Алешка решил сначала искупаться в первых солнечных лучах на утесе, потом нырнуть с него в Черный омут и плыть по солнечной дорожке – он почему-то думал, что это станет счастливым предзнаменованием.
Солнце еще не взошло, но вокруг уже стало заметно светлее. Алешка сел на край утеса, свесив ноги. Сейчас перед ним во всей красе расстилалось Круглое озеро. Он достал сигареты, закурил и приготовился ждать восхода. Солнечный круг уже показался над верхушками деревьев. Пора было раздеваться. Он сделал последнюю затяжку. Хотел бросить окурок в озеро, но вспомнил, что ему сейчас туда нырять, и загасил его о камень, на котором сидел. Прежде чем подняться, чтобы раздеться, Алешка посмотрел в воду. Солнце еще не осветило глубин озера, и Черный омут был по-настоящему черным. Но что-то вдруг привлекло его внимание. Что?.. Алешка пригляделся внимательней. Теперь ничего необычного он не заметил, но острое ощущение тревоги уже зацепило нервы. Если бы его спросили, что он пытался там разглядеть, он и сам затруднился бы ответить на этот вопрос.
Достигнуть дна тут отважился бы далеко не каждый, Алешка лишь раз, нырнув с приличным булыжником в руках, едва разглядел на дне песок и камни.

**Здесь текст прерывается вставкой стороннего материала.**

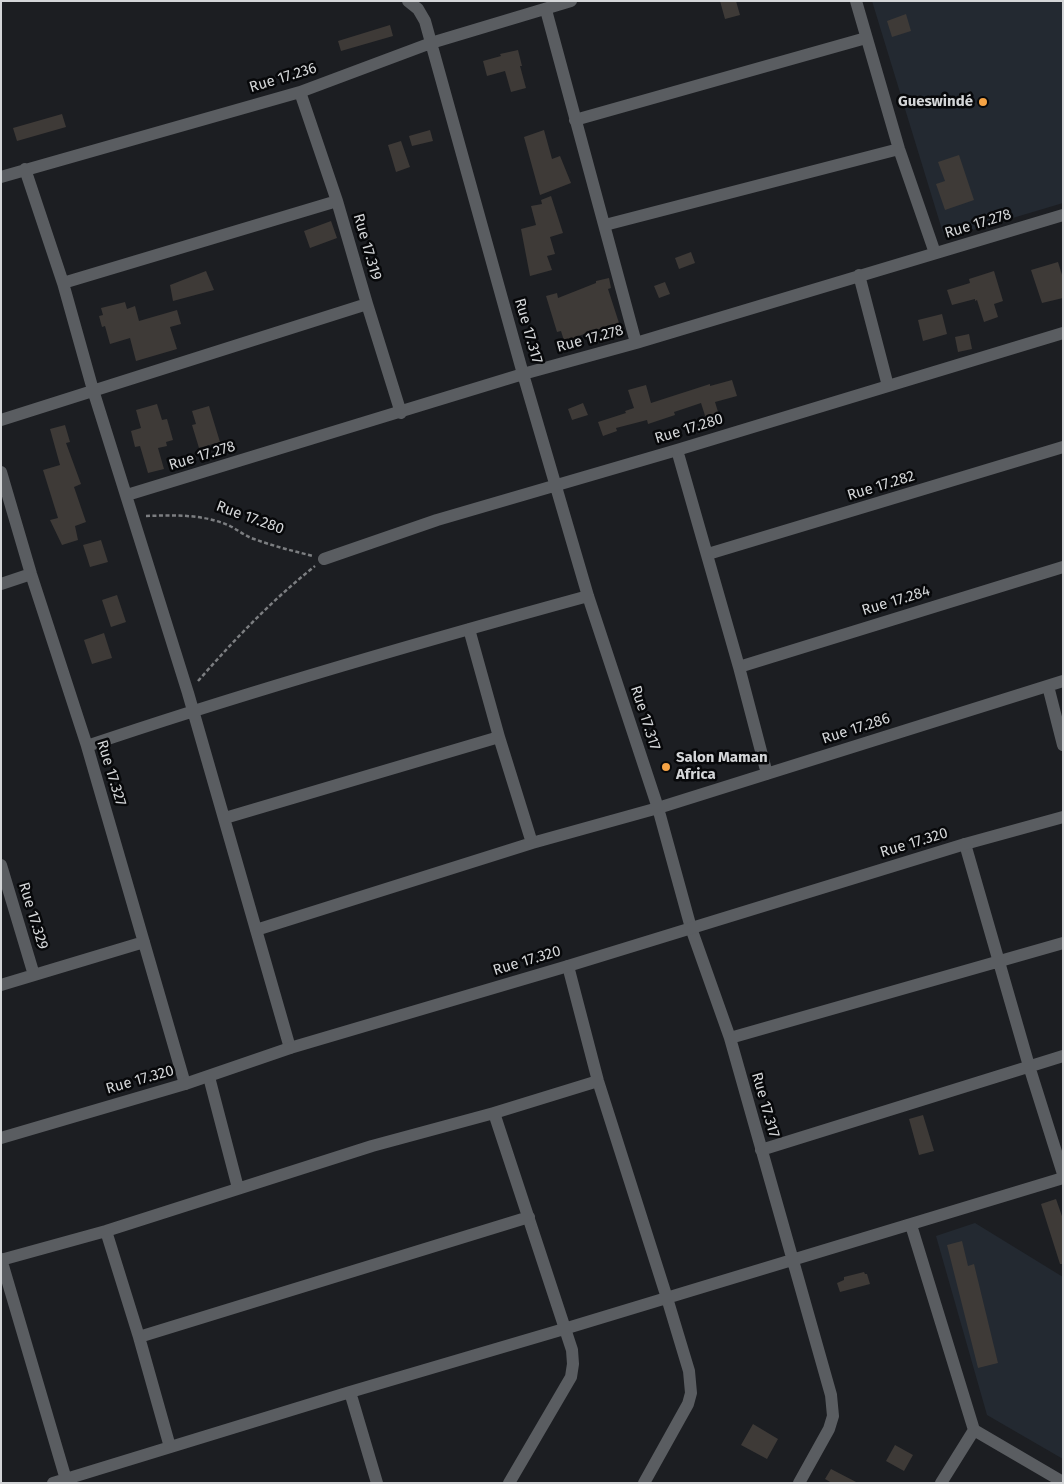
<!DOCTYPE html>
<html>
<head>
<meta charset="utf-8">
<style>
  body { margin:0 }
  #map { position:relative; width:1064px; height:1484px; overflow:hidden; background:#1c1e22; font-family:"Fira Sans",sans-serif }
  canvas { display:block }
  .frame { position:absolute; inset:0; border:2px solid #d4d6d8; pointer-events:none }
</style>
</head>
<body>
<div id="map">
<canvas width="1064" height="1484"></canvas>
<div class="frame"></div>
</div>
<script>
const context = document.querySelector('canvas').getContext('2d');
context.lineJoin = 'round';
function fill(path, color) { context.fillStyle = color; context.fill(path, 'evenodd'); }
function strokePath(path, color, width, dash) { context.strokeStyle = color; context.lineWidth = width; context.lineCap = dash ? 'butt' : 'round'; context.setLineDash(dash || []); context.stroke(path); }
function drawText(font, color, halo, rows, align = 'center') {
  context.font = font + ' "Fira Sans",sans-serif'; context.lineWidth = 5; context.setLineDash([]); context.textBaseline = 'middle'; context.strokeStyle = halo; context.fillStyle = color; for (const [text, x, y, turn = 0] of rows) {
    context.save(); context.translate(x, y); context.rotate((+turn || 0) * Math.PI / 180); context.textAlign = isNaN(turn) ? turn : align; if (halo) context.strokeText(text, 0, 0); context.fillText(text, 0, 0); context.restore();
  }
}
const built = new Path2D(`
  M872 1H1063V203L949 237 943 233Z
  M975 1223 1063 1277V1459L987 1415 936 1236Z`);
const building = new Path2D(`
  M720 1H736L740 15 725 19Z
  M906 14 911 31 892 37 887 21Z
  M390 25 393 36 341 51 338 41Z
  M518 50 522 66H520L526 88 511 92 505 71 487 76 483 61 501 56 500 54Z
  M62 114 66 127 17 141 13 128Z
  M430 130 433 141 412 146 409 136Z
  M544 130 552 159 560 156 571 183 540 195 524 137Z
  M401 141 410 167 396 172 388 145Z
  M959 155 974 200 945 210 936 184 945 181 938 162Z
  M551 196 563 233 550 237 555 254 547 256 552 270 530 276 521 229 536 225 531 206 542 204 541 200Z
  M331 221 337 238 310 248 304 231Z
  M691 252 695 263 679 269 675 258Z
  M1058 262 1063 278V298L1042 303 1031 270Z
  M206 271 214 290 173 301 170 285Z
  M994 271 1003 301 994 304 998 317 984 322 977 300 975 301V299L952 305 947 290 970 283 969 279Z
  M609 278 611 288 608 289 619 323 578 336 579 339 565 344 561 331 557 332 546 296 557 293 558 298 596 283V281Z
  M665 282 670 294 659 298 654 286Z
  M125 302 127 309 135 306 139 321 177 310 181 324 170 327 177 349 136 361 130 338 110 344 105 326 102 327 99 316 103 315 101 308Z
  M942 314 947 334 923 341 918 320Z
  M969 334 972 349 958 352 955 337Z
  M732 380 737 396 715 402 722 425 709 428 701 403 674 412 675 415 648 424 647 420 616 428 617 431 603 436 598 422 626 413 625 411 634 408 628 390 646 385 651 403 710 384V386Z
  M583 403 588 415 572 420 568 409Z
  M157 404 162 420 167 419 173 440 166 442 167 446 158 448 164 469 148 473 140 446 135 447 131 431 141 428 136 410Z
  M209 406 220 442 199 448 192 425 196 424 192 411Z
  M65 425 70 442 66 443 81 484 74 487 86 522 75 526 78 540 62 545 50 520 58 518 43 470 60 465 50 429Z
  M101 540 108 562 90 567 83 545Z
  M117 595 126 622 111 627 102 600Z
  M104 633 112 658 92 664 84 640Z
  M923 1115 934 1151 919 1155 909 1119Z
  M1056 1199 1063 1219V1264H1060L1041 1204Z
  M962 1241 968 1266 974 1264 998 1363 978 1368 947 1245Z
  M864 1272 865 1274H867L870 1284 840 1292 837 1283 844 1280V1277Z
  M753 1424 778 1439 767 1459 741 1445Z
  M895 1445 913 1455 904 1471 886 1461Z
  M831 1469 858 1483H832L825 1479Z`);
const path = new Path2D(`
  M146 516C174 515 204 514 230 526 238 530 245 536 254 539 273 546 293 551 313 556
  M198 681C235 639 271 601 315 566`);
const minor = new Path2D(`
  M408 1 418 9 425 21 523 374 588 596 658 808 691 928 730 1038 831 1395 833 1416 829 1429 799 1483
  M856 1 899 149 935 253
  M546 10 636 343
  M300 92 337 201 367 304 401 413
  M575 120 866 38
  M25 169 63 283 93 390 188 693 290 1048
  M1 177 300 92 431 43 571 1
  M605 225 899 149
  M859 275 888 386
  M63 283 337 201
  M1 420 367 304
  M677 450 739 667 767 774
  M1 472 31 574 87 746 185 1084
  M127 495 523 374 636 343 1063 215
  M708 554 1063 447
  M324 559 437 520 677 450 1063 333
  M1 584 31 574
  M469 629 499 737 532 843
  M739 667 1063 567
  M1048 686 1063 745
  M87 746C252 690 420 642 588 596
  M225 818 499 737
  M965 844 1029 1066 1063 1174
  M1 865 34 975
  M256 930 532 843 658 808 1063 681
  M568 966 598 1081 667 1298 689 1371 691 1393 688 1404 644 1483
  M1 985 144 942
  M730 1038 1063 943
  M209 1077 238 1188
  M494 1113 572 1350 573 1364 571 1377 509 1483
  M761 1150 1063 1056
  M911 1225 974 1430 1063 1482
  M106 1231 139 1337 170 1447
  M1 1259 67 1483
  M1 1260 106 1231 372 1146 494 1113 598 1081
  M139 1337 529 1217
  M350 1392 377 1483
  M53 1483 350 1392 564 1329 1063 1178
  M941 1483 974 1430`);
const tertiary = new Path2D(`
  M1 1138 185 1084 290 1048 568 966 965 844 1063 817`);
const markers = [
  [983,102,5,"#f5a345"],
  [666,767,5,"#f5a345"]
];
const streetNames = [
  ["Rue 17.236",283,78,-17],
  ["Rue 17.278",978,224,-17],
  ["Rue 17.319",367,247,74],
  ["Rue 17.317",528,331,74],
  ["Rue 17.278",590,339,-15],
  ["Rue 17.280",689,429,-17],
  ["Rue 17.278",202,456,-17],
  ["Rue 17.282",881,486,-17],
  ["Rue 17.280",250,518,20],
  ["Rue 17.284",896,601,-17],
  ["Rue 17.317",645,718,72],
  ["Rue 17.286",856,729,-18],
  ["Rue 17.327",111,773,73],
  ["Rue 17.320",914,843,-17],
  ["Rue 17.329",33,916,73],
  ["Rue 17.320",527,961,-17],
  ["Rue 17.320",140,1080,-16],
  ["Rue 17.317",765,1105,74]
];
const poiNames = [
  ["Gueswindé",973,102],
  ["Salon Maman",676,758,"left"],
  ["Africa",676,775,"left"]
];
fill(built, '#232931');
fill(building, '#3e3a37');
strokePath(path, '#7c7e81', 2.5, [4, 2.5]);
strokePath(minor, '#5a5d61', 12);
strokePath(tertiary, '#5a5d61', 12);
for (const [x, y, r, color] of markers) { const dot = new Path2D(); dot.arc(x, y, r, 0, 2 * Math.PI); context.fillStyle = color; context.fill(dot); strokePath(dot, '#07080a', 2); }
drawText('15px', '#d4d6d8', '#07080a', streetNames);
drawText('bold 15px', '#d4d6d8', '#07080a', poiNames, 'right');
</script>
</body>
</html>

На сей раз он решил, что его воображение сыграло с ним злую шутку, поэтому поднялся, стал стаскивать с себя майку, и вдруг что-то опять отвлекло его внимание. Он снова стал всматриваться в темную толщу воды. Так и есть! На поверхность из глубины выныривали небольшие воздушные пузырьки. Через какое-то время это снова повторилось, будто невидимый водолаз со дна омута выпускал израсходованный воздух. А солнечная волна тем временем уже докатилась до подножия утеса. Алешка быстро разделся, стоя на самом краю утеса, принял позу Христа и приготовился к солнечному купанию. Но тут у подножия утеса что-то громко булькнуло, и на поверхности воды всеми цветами радуги засверкало бензиновое пятно.
– Что за черт! – возмутился Алешка. – Какой козел тут бензин сливал? Блин, весь кайф поломал!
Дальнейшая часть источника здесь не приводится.